Ce constat vient rappeler que le conflit n’est pas une réponse au scepticisme et aux inquiétudes, quand bien même la vaccination relève d’une urgence. Le temps et la transmission apaisée d’informations claires et fiables jouent un rôle décisif. Ce faisant, les personnes sceptiques envers les vaccins se rassurent, en voyant leurs proches être vaccinés, en écoutant les professionnels de santé en parler, en prenant finalement le temps de se documenter.
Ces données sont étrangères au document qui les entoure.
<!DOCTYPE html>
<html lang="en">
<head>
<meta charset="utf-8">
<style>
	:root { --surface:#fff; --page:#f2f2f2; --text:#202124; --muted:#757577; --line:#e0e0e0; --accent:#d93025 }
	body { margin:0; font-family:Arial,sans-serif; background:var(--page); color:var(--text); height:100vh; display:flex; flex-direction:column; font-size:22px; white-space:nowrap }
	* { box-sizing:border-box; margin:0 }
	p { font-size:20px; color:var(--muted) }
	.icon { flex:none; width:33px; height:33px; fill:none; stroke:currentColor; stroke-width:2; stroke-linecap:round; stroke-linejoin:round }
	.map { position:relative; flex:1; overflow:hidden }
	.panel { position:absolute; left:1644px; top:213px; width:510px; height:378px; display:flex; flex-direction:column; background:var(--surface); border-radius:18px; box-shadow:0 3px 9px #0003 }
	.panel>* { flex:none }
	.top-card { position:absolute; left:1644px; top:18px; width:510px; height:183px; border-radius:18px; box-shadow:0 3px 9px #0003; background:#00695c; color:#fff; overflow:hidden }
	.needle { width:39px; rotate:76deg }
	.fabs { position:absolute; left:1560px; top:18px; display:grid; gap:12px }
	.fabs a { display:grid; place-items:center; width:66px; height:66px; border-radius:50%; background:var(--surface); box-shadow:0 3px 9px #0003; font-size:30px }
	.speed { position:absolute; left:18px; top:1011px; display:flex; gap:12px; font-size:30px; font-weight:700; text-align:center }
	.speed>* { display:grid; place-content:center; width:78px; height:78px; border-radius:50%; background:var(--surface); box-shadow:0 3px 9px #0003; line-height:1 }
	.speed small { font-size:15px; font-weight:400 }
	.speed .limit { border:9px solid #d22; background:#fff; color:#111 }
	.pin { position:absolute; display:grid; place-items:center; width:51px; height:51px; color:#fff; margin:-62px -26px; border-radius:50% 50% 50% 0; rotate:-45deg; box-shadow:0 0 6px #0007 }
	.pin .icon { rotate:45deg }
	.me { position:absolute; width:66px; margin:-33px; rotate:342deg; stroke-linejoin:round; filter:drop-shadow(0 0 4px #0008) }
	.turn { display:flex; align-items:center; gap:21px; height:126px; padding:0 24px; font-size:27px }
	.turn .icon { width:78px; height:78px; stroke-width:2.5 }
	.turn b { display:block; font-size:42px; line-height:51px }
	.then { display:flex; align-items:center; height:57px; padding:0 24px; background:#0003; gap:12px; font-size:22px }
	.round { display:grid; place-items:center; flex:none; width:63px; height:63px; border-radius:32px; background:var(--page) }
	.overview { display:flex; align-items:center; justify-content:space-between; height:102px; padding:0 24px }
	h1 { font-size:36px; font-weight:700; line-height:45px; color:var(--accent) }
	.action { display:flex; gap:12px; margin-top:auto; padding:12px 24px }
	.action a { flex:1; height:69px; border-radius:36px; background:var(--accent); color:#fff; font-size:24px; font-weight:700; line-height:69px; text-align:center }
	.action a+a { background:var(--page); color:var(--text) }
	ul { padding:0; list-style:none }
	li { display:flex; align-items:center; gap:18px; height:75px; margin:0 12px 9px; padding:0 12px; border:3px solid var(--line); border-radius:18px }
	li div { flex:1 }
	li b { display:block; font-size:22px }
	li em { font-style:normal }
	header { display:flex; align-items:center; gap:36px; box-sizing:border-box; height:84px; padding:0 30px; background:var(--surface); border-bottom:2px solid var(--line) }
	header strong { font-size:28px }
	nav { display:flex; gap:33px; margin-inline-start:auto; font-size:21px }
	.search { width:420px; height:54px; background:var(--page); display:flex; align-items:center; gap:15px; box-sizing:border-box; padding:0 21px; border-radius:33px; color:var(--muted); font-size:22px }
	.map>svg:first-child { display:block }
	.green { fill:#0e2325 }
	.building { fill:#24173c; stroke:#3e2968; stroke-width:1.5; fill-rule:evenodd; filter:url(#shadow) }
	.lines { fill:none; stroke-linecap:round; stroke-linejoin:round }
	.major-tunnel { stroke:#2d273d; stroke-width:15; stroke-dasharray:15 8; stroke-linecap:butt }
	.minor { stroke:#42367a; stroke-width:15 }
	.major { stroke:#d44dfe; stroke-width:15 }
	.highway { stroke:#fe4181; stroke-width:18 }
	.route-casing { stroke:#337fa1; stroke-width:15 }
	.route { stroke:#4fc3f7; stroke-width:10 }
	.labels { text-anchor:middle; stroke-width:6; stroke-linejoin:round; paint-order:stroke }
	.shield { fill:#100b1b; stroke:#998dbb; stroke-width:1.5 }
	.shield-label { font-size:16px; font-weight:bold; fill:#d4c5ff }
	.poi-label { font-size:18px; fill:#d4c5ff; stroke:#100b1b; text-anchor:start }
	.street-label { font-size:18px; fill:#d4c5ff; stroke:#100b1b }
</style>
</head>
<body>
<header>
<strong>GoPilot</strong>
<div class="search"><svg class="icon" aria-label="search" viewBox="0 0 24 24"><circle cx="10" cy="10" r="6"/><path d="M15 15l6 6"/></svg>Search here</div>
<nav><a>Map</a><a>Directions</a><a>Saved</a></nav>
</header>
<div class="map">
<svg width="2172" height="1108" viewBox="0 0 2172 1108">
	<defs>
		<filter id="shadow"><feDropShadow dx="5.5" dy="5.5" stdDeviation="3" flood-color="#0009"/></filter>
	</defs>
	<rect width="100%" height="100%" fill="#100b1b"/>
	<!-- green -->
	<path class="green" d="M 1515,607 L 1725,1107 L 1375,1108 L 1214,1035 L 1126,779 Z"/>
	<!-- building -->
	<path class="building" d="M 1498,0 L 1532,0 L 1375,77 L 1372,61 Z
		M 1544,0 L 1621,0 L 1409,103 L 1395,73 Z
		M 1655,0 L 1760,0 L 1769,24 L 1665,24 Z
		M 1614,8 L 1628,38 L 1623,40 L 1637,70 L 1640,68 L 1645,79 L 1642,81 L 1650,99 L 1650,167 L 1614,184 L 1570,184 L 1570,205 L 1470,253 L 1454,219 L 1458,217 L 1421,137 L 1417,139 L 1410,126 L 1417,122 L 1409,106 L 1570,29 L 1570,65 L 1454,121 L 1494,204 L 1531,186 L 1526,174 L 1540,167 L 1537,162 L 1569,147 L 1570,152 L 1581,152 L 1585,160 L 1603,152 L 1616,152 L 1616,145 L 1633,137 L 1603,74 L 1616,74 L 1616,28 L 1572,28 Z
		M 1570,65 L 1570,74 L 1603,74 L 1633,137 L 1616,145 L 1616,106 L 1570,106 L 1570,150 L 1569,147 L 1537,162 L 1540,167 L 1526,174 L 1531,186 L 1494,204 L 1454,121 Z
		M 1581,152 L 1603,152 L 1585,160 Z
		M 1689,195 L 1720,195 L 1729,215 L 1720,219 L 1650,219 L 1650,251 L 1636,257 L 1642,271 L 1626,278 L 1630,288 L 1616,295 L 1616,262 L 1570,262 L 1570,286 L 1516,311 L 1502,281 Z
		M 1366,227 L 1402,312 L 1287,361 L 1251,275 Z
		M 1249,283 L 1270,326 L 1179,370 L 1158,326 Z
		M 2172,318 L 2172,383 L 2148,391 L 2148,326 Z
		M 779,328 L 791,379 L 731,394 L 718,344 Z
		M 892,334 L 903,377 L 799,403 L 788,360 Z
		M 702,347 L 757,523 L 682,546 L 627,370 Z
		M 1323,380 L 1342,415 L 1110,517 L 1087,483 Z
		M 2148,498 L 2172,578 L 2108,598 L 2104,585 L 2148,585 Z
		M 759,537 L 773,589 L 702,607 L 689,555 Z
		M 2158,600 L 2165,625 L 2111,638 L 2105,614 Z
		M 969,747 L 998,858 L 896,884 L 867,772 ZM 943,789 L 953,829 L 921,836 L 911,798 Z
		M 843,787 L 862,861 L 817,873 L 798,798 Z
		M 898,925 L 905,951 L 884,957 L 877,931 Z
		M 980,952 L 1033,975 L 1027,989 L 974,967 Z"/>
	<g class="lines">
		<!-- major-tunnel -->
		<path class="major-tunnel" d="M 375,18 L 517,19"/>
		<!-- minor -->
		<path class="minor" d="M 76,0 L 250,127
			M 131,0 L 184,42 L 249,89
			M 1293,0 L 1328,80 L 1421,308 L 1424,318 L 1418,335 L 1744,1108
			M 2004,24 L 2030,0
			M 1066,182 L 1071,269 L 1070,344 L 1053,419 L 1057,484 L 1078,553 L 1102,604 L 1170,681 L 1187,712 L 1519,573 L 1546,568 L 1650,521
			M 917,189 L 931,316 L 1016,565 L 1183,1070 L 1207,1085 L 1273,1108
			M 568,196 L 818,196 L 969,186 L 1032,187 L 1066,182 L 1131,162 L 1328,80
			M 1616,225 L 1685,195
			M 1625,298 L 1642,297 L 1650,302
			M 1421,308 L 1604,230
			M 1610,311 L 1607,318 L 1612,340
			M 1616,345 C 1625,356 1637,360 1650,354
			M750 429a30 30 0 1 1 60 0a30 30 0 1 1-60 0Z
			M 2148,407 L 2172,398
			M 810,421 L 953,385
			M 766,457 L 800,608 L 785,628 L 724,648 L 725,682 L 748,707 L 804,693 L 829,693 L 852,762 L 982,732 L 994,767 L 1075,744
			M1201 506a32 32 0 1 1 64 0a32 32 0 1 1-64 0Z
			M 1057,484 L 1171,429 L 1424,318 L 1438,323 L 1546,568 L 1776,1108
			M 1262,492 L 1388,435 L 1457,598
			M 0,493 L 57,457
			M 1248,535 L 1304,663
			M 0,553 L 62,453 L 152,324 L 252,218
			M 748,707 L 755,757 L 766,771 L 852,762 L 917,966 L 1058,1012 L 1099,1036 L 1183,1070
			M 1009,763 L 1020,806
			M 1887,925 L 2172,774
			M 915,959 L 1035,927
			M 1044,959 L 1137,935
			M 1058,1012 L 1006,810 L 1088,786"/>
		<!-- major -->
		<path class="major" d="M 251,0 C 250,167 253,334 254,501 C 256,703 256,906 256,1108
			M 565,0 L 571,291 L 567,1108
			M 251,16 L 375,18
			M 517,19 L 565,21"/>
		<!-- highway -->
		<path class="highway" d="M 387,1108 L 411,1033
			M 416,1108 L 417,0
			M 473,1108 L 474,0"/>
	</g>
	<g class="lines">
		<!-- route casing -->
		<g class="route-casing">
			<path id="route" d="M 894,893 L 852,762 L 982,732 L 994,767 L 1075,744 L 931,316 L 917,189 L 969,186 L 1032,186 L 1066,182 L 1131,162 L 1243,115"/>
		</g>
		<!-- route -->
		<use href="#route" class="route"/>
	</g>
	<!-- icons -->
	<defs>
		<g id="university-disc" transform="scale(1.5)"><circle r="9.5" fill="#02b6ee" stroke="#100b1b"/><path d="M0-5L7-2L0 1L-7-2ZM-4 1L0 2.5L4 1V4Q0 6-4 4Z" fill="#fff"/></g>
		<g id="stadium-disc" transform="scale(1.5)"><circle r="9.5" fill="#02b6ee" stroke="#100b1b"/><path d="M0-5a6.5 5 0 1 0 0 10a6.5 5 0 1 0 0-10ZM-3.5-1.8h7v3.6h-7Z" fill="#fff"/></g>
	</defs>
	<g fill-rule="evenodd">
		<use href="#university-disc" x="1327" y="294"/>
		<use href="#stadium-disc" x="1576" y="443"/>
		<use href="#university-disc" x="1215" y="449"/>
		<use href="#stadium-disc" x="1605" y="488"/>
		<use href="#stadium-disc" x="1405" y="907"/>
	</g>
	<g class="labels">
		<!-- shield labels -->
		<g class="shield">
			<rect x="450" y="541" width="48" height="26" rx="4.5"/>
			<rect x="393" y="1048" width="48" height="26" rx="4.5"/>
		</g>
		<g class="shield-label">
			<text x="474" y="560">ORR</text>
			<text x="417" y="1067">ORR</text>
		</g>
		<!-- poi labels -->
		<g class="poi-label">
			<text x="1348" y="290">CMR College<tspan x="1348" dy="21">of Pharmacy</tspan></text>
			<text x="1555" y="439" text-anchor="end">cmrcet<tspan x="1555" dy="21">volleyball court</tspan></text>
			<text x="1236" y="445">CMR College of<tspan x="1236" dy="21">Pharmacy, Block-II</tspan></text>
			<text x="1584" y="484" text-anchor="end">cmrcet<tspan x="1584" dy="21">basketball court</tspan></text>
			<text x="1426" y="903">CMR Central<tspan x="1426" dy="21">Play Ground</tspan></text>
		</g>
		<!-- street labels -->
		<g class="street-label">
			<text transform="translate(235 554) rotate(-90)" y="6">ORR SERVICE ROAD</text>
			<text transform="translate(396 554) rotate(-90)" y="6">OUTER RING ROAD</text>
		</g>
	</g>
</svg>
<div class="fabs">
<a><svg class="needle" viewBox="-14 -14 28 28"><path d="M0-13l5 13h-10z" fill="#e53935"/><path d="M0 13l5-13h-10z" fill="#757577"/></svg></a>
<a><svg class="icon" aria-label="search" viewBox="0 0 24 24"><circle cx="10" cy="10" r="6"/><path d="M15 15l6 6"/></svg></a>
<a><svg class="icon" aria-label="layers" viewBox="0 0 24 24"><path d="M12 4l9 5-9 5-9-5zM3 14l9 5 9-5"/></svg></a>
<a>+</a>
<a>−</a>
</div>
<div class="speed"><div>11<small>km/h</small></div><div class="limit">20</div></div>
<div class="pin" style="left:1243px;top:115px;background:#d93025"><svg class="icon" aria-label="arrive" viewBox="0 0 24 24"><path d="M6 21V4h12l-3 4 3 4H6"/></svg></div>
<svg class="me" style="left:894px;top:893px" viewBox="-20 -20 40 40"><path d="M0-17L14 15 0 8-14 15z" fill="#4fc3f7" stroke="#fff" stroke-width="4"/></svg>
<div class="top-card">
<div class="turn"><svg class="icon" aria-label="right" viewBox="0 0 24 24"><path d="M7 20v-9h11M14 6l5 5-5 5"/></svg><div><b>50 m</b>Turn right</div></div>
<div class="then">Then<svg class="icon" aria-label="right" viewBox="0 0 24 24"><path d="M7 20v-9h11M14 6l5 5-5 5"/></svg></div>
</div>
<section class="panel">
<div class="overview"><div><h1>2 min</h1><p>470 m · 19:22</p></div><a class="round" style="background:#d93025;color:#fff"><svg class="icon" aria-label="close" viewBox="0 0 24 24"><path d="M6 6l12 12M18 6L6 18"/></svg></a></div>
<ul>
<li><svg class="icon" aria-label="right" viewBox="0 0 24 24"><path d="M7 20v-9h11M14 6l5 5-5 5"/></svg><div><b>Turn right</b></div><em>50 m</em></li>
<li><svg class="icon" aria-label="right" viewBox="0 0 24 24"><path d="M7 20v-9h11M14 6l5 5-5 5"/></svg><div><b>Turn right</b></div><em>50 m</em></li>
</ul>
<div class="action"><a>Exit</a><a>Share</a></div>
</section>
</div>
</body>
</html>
C’est d’ailleurs ainsi que Mathieu a pu s’extraire de son contexte familial antivax pour se forger une position basée sur la réalité scientifique des vaccins. « Ce qui m’a fait me poser des questions, c’est peut-être aussi certaines connaissances qui partageaient leurs avis ou des faits sur Twitter sans que ce soit des proches. » Alors, petit à petit, « en lisant les newsletters [complotistes] que me transférait ma mère, je trouvais des trucs louches dedans, et en vérifiant souvent je me suis rendu compte que c’était bel et bien des conneries. »
Il invite ainsi à non seulement fournir des contenus vulgarisés de qualité et facilement accessibles, mais aussi, côté public, à ne pas se contenter de la réponse la plus simple et facile, mais à « aller dans le fond des choses » quitte à « se rendre compte que la réponse est plus complexe ».
*Tous les prénoms ont été changés.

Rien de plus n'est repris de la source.